00:07:43.360 Imagine our infinite range. We can't actually process the data with Enumerable methods because they’re eager by default. This map call will never finish. However, we can insert the lazy method, which creates an enumerator pipeline that can stream values. Now we can filter and reduce this infinite range to get a result. So how is this possible? Lazy augments how data is processed along the chain. The eager pipeline processes each member of the collection before moving on to the next step, whereas the lazy version passes data all the way down the chain before moving on to the next member.
00:08:36.510 We can potentially terminate the iteration early, which is ideal for working with a generated data set. Enumerators help us solve difficult problems that would otherwise be hard to perform eagerly. Think of streaming API clients, processing large files, or generating infinite sequences like recurring events. So, all these years later, after absorbing all this knowledge about generators and laziness, it has recently dawned on me that we can model event recurrence with an Enumerator.

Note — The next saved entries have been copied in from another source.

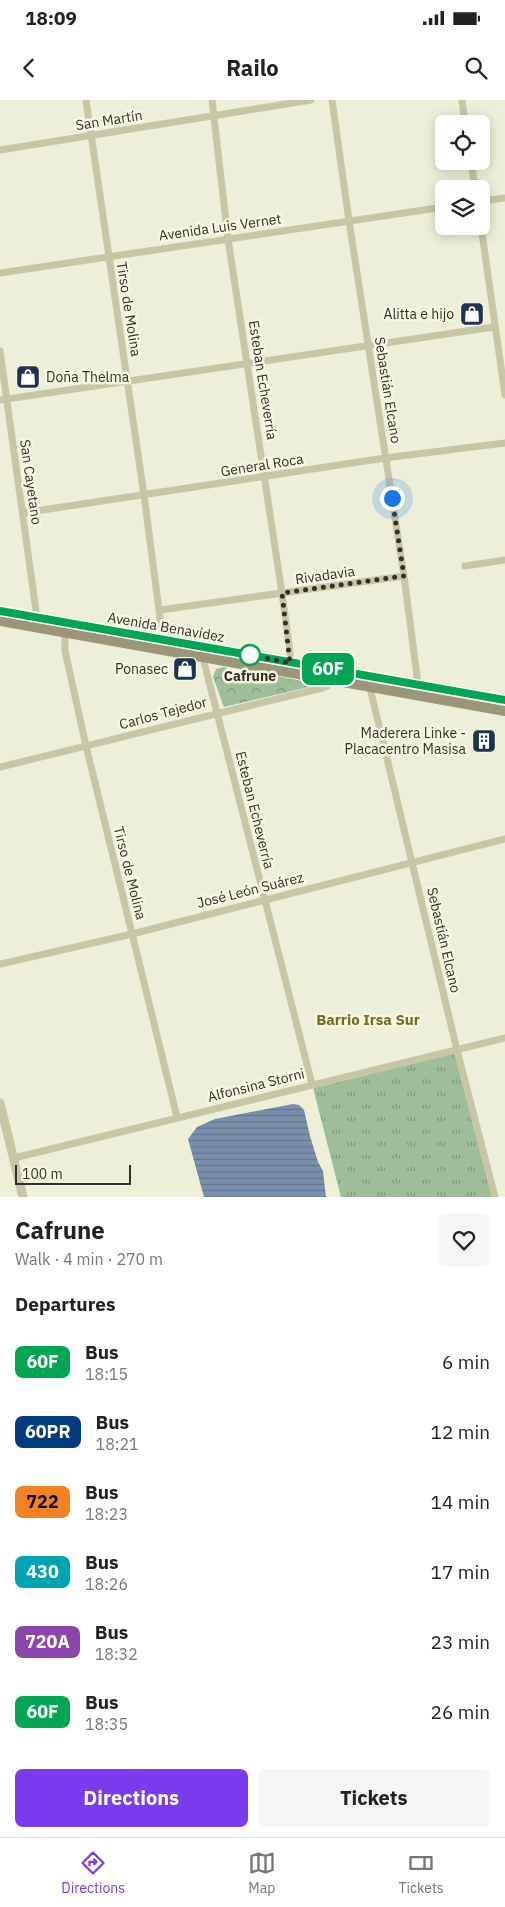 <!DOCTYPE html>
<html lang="en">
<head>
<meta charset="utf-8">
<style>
  body { margin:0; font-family:"IBM Plex Sans",sans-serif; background:#f6f6f6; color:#222; height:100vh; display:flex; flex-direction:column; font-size:19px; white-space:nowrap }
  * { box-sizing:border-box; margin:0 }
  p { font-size:16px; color:#767676 }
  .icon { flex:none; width:28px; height:28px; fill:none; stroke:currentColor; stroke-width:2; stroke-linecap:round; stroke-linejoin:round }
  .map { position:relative; height:1097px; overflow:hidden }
  .drawer { display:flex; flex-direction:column; background:#fff; flex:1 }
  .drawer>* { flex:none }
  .badge { padding:0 10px; border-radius:8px; font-size:18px; line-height:32px }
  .fabs { position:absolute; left:435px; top:15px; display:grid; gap:10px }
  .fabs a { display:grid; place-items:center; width:55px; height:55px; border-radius:8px; background:#fff; box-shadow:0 2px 12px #0003; font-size:25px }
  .scale { position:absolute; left:15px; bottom:12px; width:116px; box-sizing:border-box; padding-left:5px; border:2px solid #333126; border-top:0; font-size:14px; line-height:18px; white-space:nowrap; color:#333126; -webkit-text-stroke:4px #f6f8e4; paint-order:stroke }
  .you { position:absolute; width:25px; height:25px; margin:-12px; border:4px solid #fff; border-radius:50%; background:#1a73e8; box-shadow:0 0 0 8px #1a73e833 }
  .map>.badge { position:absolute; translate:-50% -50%; box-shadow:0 0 0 2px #fff }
  h2 { padding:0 15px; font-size:19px; line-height:45px }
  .round { display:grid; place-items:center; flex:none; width:52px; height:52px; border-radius:8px; background:#f6f6f6 }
  .headline { display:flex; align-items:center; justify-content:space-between; height:85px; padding:0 15px }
  h1 { font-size:24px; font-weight:700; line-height:38px }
  .action { display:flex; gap:10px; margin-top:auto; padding:10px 15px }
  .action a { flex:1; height:58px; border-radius:8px; background:#7c3aed; color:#fff; font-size:20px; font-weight:700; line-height:58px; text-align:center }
  .action a+a { background:#f6f6f6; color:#222 }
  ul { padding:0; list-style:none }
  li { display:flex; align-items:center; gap:15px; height:70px; padding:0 15px }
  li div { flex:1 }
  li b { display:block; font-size:19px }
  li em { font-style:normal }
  li .badge { min-width:55px; font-weight:700; text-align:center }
  .status { display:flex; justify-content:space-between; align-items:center; height:35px; padding:0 25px; background:#fff; direction:ltr }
  .status svg { height:14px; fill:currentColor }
  header { display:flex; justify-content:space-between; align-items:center; height:65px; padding:0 15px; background:#fff; font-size:22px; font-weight:700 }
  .menu { display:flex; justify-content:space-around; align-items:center; height:70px; border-top:1px solid #e0e0e0; background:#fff; font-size:14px; color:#767676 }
  .menu a { display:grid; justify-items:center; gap:2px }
  .menu .active { color:#7c3aed }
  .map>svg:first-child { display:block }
</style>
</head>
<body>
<div class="status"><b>18:09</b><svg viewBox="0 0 49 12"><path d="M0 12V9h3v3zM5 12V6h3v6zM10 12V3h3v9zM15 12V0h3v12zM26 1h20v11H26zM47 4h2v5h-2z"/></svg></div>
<header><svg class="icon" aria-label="back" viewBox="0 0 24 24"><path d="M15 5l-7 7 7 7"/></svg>Railo<svg class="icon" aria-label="search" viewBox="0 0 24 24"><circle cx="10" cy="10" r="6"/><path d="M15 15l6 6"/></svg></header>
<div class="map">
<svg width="505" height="1097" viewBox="0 0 505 1097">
  <defs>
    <pattern id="grass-tufts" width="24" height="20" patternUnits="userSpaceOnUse" patternTransform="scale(1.25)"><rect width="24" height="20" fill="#9ebd99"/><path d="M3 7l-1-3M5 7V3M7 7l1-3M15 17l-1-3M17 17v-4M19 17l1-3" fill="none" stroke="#819a7d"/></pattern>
    <pattern id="forest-crowns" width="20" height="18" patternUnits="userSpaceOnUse" patternTransform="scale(1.25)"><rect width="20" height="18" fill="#9ebd99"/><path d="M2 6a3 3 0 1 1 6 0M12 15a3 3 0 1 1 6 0" fill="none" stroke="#819a7d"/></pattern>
    <pattern id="water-rules" width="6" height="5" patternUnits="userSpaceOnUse" patternTransform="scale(1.25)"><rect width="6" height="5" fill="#798fab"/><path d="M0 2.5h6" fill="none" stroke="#64758b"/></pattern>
  </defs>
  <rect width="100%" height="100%" fill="#eeefd8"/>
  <polygon fill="url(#grass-tufts)" points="457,950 495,1097 341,1097 312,984"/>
  <polygon fill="url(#forest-crowns)" points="224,567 234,572 256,576 268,574 316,584 313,586 224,607 213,577 216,569"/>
  <polygon fill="url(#water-rules)" points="293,1004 299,1005 304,1010 310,1036 318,1062 323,1071 326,1097 204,1097 188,1039 197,1027 215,1019"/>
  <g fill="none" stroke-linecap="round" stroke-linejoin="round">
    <g stroke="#c7c6a5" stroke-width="7">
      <polyline points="86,0 144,395 163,541"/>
      <polyline points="212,0 228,139 282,493 290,552 290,563"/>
      <polyline points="332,0 349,121 404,476 418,584"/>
      <polyline points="462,0 465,24"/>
      <polyline points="0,50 311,0"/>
      <polyline points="471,61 475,89"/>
      <polyline points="481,101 505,98"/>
      <polyline points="481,126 505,295"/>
      <polyline points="0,173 444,107"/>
      <polyline points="0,251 37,518"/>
      <polyline points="0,300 494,227"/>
      <polyline points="23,413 385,358 505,343"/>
      <polyline points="465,466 505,460"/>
      <polyline points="160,510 404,476"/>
      <polyline points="65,534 65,551 86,646 177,1017"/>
      <polyline points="203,558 312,984"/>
      <polyline points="370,588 457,950 495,1097"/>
      <polyline points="0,667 322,588 327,586 331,581"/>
      <polyline points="0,864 132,834 505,739"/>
      <polyline points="14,1058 505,938"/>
    </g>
    <polyline stroke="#c7c6a5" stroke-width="9" points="0,1003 23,1097"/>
    <g stroke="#9a9677" stroke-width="10">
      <path d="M0 511C168 541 337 571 505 600"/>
      <polyline points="0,521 505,611"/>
    </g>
  </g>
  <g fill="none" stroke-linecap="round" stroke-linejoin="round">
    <defs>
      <polyline id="line" points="0,511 505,600"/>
    </defs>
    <use href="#line" stroke="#fff" stroke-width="11"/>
    <use href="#line" stroke="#00a651" stroke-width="8"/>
    <polyline stroke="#333126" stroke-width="5" stroke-dasharray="0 9" points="250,555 290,563 282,493 404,476 392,398"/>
  </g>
  <defs>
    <symbol id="shop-square" viewBox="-11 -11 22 22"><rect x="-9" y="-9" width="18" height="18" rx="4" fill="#1e3352" stroke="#f6f8e4"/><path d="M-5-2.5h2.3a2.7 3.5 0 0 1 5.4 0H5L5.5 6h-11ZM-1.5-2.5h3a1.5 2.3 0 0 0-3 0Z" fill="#fff"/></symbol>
    <symbol id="building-square" viewBox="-11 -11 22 22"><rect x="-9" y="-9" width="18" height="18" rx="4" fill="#1e3352" stroke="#f6f8e4"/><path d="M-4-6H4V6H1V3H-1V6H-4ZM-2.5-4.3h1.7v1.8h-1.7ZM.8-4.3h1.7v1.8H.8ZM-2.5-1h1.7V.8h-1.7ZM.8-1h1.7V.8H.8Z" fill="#fff"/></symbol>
  </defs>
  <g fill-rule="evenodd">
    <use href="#shop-square" x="458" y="200" width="28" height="28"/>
    <use href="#shop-square" x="14" y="263" width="28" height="28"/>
    <use href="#shop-square" x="171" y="555" width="28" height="28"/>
    <use href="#building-square" x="470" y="627" width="28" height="28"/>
  </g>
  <circle fill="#fff" stroke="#00a651" stroke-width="2.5" cx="250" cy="555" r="10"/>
  <g text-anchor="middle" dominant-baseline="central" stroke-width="5" stroke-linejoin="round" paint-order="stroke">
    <g font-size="14" fill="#333126" stroke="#f6f8e4">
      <text transform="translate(109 20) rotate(-9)">San Martín</text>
      <text transform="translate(220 127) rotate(-8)">Avenida Luis Vernet</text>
      <text transform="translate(129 209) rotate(81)">Tirso de Molina</text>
      <text transform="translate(263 280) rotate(81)">Esteban Echeverría</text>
      <text transform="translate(388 290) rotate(81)">Sebastián Elcano</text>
      <text transform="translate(262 365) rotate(-9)">General Roca</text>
      <text transform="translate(31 382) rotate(82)">San Cayetano</text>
      <text transform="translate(325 475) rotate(-8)">Rivadavia</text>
      <text transform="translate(166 527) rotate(10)">Avenida Benavídez</text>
      <text transform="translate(163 613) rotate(-15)">Carlos Tejedor</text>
      <text transform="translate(255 710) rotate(76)">Esteban Echeverría</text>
      <text transform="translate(130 773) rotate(76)">Tirso de Molina</text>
      <text transform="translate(250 790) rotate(-14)">José León Suárez</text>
      <text transform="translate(444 840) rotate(77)">Sebastián Elcano</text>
      <text transform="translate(256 985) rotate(-14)">Alfonsina Storni</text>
    </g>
    <g font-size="14" fill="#333126" stroke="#f6f8e4" text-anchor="end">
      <text x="454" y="214">Alitta e hijo</text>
      <text x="46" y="277" text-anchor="start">Doña Thelma</text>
      <text x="168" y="569">Ponasec</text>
      <text x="466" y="633">Maderera Linke -<tspan x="466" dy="16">Placacentro Masisa</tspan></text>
    </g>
    <g font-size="14" font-weight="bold" fill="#333126" stroke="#f6f8e4">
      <text x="250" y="576">Cafrune</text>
    </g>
    <g font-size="15" font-weight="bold" fill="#7d6823" stroke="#f6f8e4">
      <text x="368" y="919">Barrio Irsa Sur</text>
    </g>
  </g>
</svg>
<div class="fabs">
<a><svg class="icon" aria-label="locate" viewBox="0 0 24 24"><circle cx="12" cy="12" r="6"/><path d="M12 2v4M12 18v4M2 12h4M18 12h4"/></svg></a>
<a><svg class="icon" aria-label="layers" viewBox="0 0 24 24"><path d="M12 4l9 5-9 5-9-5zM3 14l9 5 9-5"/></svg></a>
</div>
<div class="scale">100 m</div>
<div class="you" style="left:392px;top:398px"></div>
<b class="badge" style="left:328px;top:569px;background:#00a651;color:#fff">60F</b>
</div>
<section class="drawer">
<div class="headline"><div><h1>Cafrune</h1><p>Walk · 4 min · 270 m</p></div><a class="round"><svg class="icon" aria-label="heart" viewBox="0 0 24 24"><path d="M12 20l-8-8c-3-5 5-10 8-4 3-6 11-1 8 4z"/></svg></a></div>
<h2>Departures</h2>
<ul>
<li><span class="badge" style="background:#00a651;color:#fff">60F</span><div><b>Bus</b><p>18:15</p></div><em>6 min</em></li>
<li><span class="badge" style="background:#003b80;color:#fff">60PR</span><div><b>Bus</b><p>18:21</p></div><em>12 min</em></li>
<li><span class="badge" style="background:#f58220;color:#111">722</span><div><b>Bus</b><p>18:23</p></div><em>14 min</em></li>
<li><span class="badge" style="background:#00a3b4;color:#fff">430</span><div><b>Bus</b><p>18:26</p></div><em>17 min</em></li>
<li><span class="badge" style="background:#8e44ad;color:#fff">720A</span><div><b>Bus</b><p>18:32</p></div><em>23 min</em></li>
<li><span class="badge" style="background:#00a651;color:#fff">60F</span><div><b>Bus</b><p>18:35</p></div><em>26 min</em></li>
</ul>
<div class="action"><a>Directions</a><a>Tickets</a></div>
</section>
<nav class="menu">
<a class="active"><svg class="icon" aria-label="directions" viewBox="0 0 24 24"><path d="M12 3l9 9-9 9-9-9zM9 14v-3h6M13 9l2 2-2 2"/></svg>Directions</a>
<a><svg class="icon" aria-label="map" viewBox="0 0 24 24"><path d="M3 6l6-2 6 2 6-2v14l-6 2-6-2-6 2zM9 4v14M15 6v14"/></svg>Map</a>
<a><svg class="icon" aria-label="tickets" viewBox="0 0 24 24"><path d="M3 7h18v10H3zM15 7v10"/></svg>Tickets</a>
</nav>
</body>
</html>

00:09:12.580 I wrote a recurrence abstraction, and at its heart is an Enumerator which can lazily yield successive date-times in a recurrence with the potential to generate these elements indefinitely. That’s right: I Enumeratorized it! This is all packaged up in a gem called Montrose, which is for modeling recurring events in Ruby. You can check it out on GitHub or ask me about it later.
00:09:51.130 So, the next time you find yourself creating a method to return an eagerly created collection, you might want to consider whether to make it lazy. I like to think of this as a choice between Costco and Netflix. You can choose to buy in bulk and potentially waste quantities all upfront or be flexible and go on demand. Neither is right or wrong, but it may depend on the problem you're trying to solve. Costco covers more of your basic needs, but I personally find Netflix to be a lot more fun. And what could be more Ruby than that?
00:10:13.440 I think Enumerator is beautiful because, at a high level, it gives us the option of laziness. It’s not something you necessarily need all the time, but it may come in handy. So, even if Enumerator is not your thing, my takeaway for you is to look at the beauty in what may seem like ugly code because sometimes it can teach us something. And it did for me.
00:10:40.000 My name is Ross Kaffenberger, I'm Rasta on the internet. Thank you very much.